Very good book. Very helpful.Review Date: 2005-04-08


Excellent book for chemical engineering PE license reviewReview Date: 2008-08-27
This book, comprising twenty chapters, has nearly 800 pages: a voluminous book. The chapters include Units and Dimensions (22 pages), Material Balances (54 pages), Energy Balance and Thermodynamics (53 pages), Fluid Mechanics(78 pages), Heat Transfer(69 pages), Evaporation(14 pages), Filtration (16 pages), Membrane Separation(9 pages), Mass Transfer Fundamentals(52 pages), Distillation(64 pages), Absorption(25 pages), Liquid-Liquid Extraction and Leaching(33 pages), Adsorption(18 pages), Psychrometry, Humidification, and Drying(23 pages), Chemical Reaction Engineering(78 pages), Process Control(25 pages), Corrosion and Materials of Construction(16 pages), Equipment Design(40 Pages), Engineering Economics(24 pages), and Plant Safety and Environmental Consideration(59 pages), Index(16 pages).

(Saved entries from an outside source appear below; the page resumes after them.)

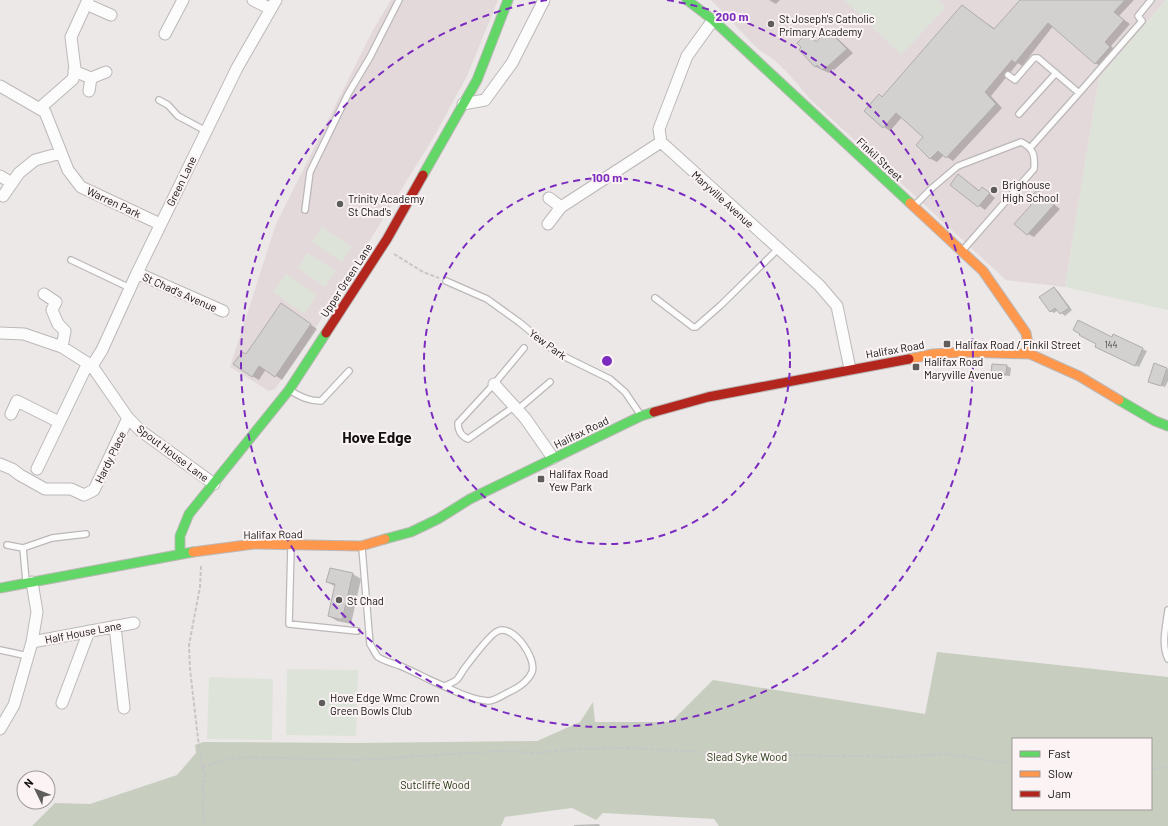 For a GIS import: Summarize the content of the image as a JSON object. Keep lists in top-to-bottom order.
{
  "streets": {
    "main road": ["Finkil Street", "Upper Green Lane", "Halifax Road"],
    "street": [
      "Green Lane",
      "Maryville Avenue",
      "Warren Park",
      "St Chad's Avenue",
      "Spout House Lane",
      "Hardy Place",
      "Half House Lane"
    ],
    "lane": ["Yew Park"]
  },
  "crossings": [
    ["Finkil Street", "Halifax Road"],
    ["Green Lane", "Warren Park"],
    ["Green Lane", "St Chad's Avenue"],
    ["Green Lane", "Spout House Lane"],
    ["Maryville Avenue", "Halifax Road"],
    ["Upper Green Lane", "Halifax Road"],
    ["Upper Green Lane", "Spout House Lane"],
    ["Yew Park", "Halifax Road"],
    ["Halifax Road", "Half House Lane"],
    ["Spout House Lane", "Hardy Place"]
  ],
  "districts": ["Hove Edge"],
  "parks": ["Slead Syke Wood", "Sutcliffe Wood"],
  "places": {
    "other": [
      "St Joseph's Catholic Primary Academy",
      "Brighouse High School",
      "Trinity Academy St Chad's",
      "St Chad",
      "Hove Edge Wmc Crown Green Bowls Club"
    ],
    "transit": ["Halifax Road / Finkil Street", "Halifax Road Maryville Avenue", "Halifax Road Yew Park"]
  },
  "house_numbers": ["144"],
  "legend": ["Fast", "Slow", "Jam"],
  "north": "top left",
  "rings": ["200 m", "100 m"]
}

Each chapter has numerous example problems to illustrate the application. The Introduction of the book, not mentioned above, gives information about how to become a professional engineer, examination structure, the website and telephone number of various State Authorities, and practical hints like what to take to examinations.
Chapter 1 discusses the various units including the US Customary unit and SI, and the conversion factors. Chapter 2 starts with material properties, discusses mass balances, phase behavior, ideal and real gases, fuels and combustion. Chapter 3 deals with thermodynamic properties, three laws of thermodynamics, thermo-chemistry, power cycles and refrigeration. Chapter 4 deals with Fluid Mechanics. This is a very strong chapter not only for P.E. examination, but also for regular process design. It deals with fluid mechanics application including parallel and branched systems, compressible fluid, and two-phase flow, the 3-K method of calculating fluid flow resistance, and pump hydraulics. The line-sizing guideline table 4.2 is very handy and demonstrates practical wisdom of the authors.

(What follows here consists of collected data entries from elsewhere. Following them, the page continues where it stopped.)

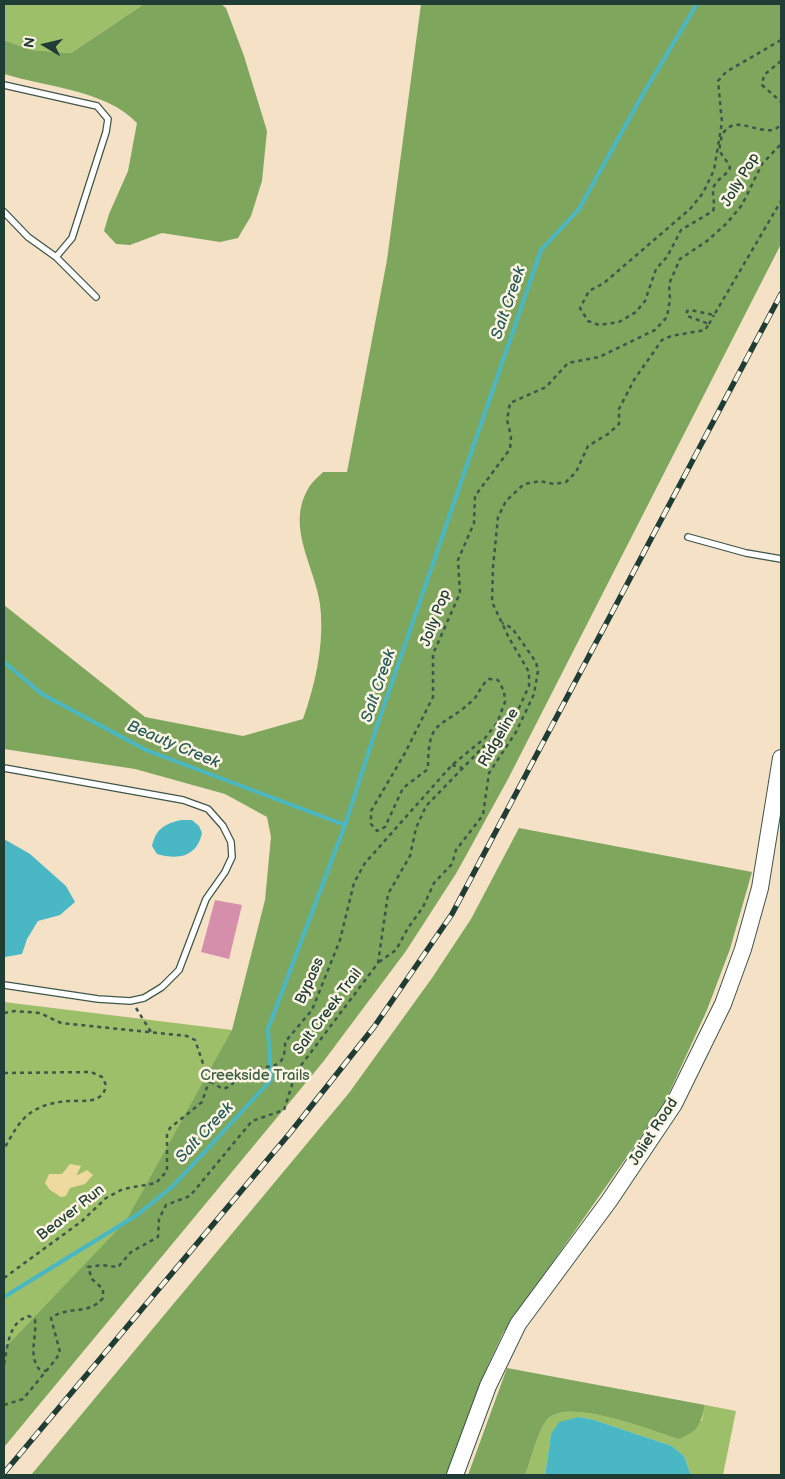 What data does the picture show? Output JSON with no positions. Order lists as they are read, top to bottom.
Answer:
{
  "streets": {
    "main road": ["Joliet Road"],
    "path": [
      "Jolly Pop",
      "Ridgeline",
      "Bypass",
      "Salt Creek Trail",
      "Beaver Run"
    ]
  },
  "crossings": [
    ["Jolly Pop", "Bypass"],
    ["Ridgeline", "Salt Creek Trail"],
    ["Bypass", "Beaver Run"]
  ],
  "water": ["Salt Creek", "Beauty Creek"],
  "parks": ["Creekside Trails"],
  "north": "left"
}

The chapter 5 on heat transfer is another very good chapter. All modes of heat transfer including conduction, convection, and radiation, and unit operations of sublimation, batch heat exchanger design, nonmetallic heat exchangers, extended surface heat exchanger, and effectiveness NTU method have been covered. Chapters 6 and 7 cover both fundamentals and applications through worked out problems in evaporator and filter design. Chapter 8 covers the unit operation of reverse osmosis. The mathematical model for batch reverse osmosis is quite handy. Chapter 9 shows an elaborate treatment of mass transfer fundamentals including molecular diffusion, convective and turbulent mass transfer, inter-phase mass transfer, VLE, and mass transfer in packed beds.
Chapter 10 on distillation is a well written chapter covering flash distillation, differential distillation, McCabe-Thiele method, short-cut methods on multi-component distillations etc. Chapter 11 on absorption is very handy with step-by-step procedure of designing an absorption column with a lot of practical tips. Chapter 12 on liquid-liquid extraction and leaching demonstrates an excellent application of right triangular diagram on extraction and determination of minimum reflux ratio, and design of packed column in extraction service. Similar comments apply to Chapter 13 which deals with adsorption and design of fixed bed adsorption. Chapter 14 addresses Psychrometry, Humidification, and Drying. It explains well such terms as humid volume, humid heat capacity, wet and dry bulb temperature, adiabatic saturation temperature, and demonstrate the use of humidity chart very well through examples.
Chapter 15 is thorough on Chemical Reaction Engineering, interpretation of kinetic data and the constants of the rate equation, reactor design, mass and energy balance, product distribution and its dependence on temperature, batch reactor, CSTR, packed bed reactor, catalytic reactor, ignition-extinction curve and multiple steady states in heat transfer, and is followed by numerous example problems. Chapter 16 addresses the basic aspects of process control including feedback and feed forward control, application of Laplace transforms, control actions, first and second order systems, and concepts of stability criteria. Chapter 17 outlines the eight forms of corrosion and has good tips on how to avoid corrosion by a good mechanical design. Chapter 18 on Equipment Design has a wealth of practical knowledge not taught in school. I understood for the first time the difference between the design pressure and maximum allowable working pressure as defined in ASME Code. It instructs on how to develop the mechanical design parameters of equipment.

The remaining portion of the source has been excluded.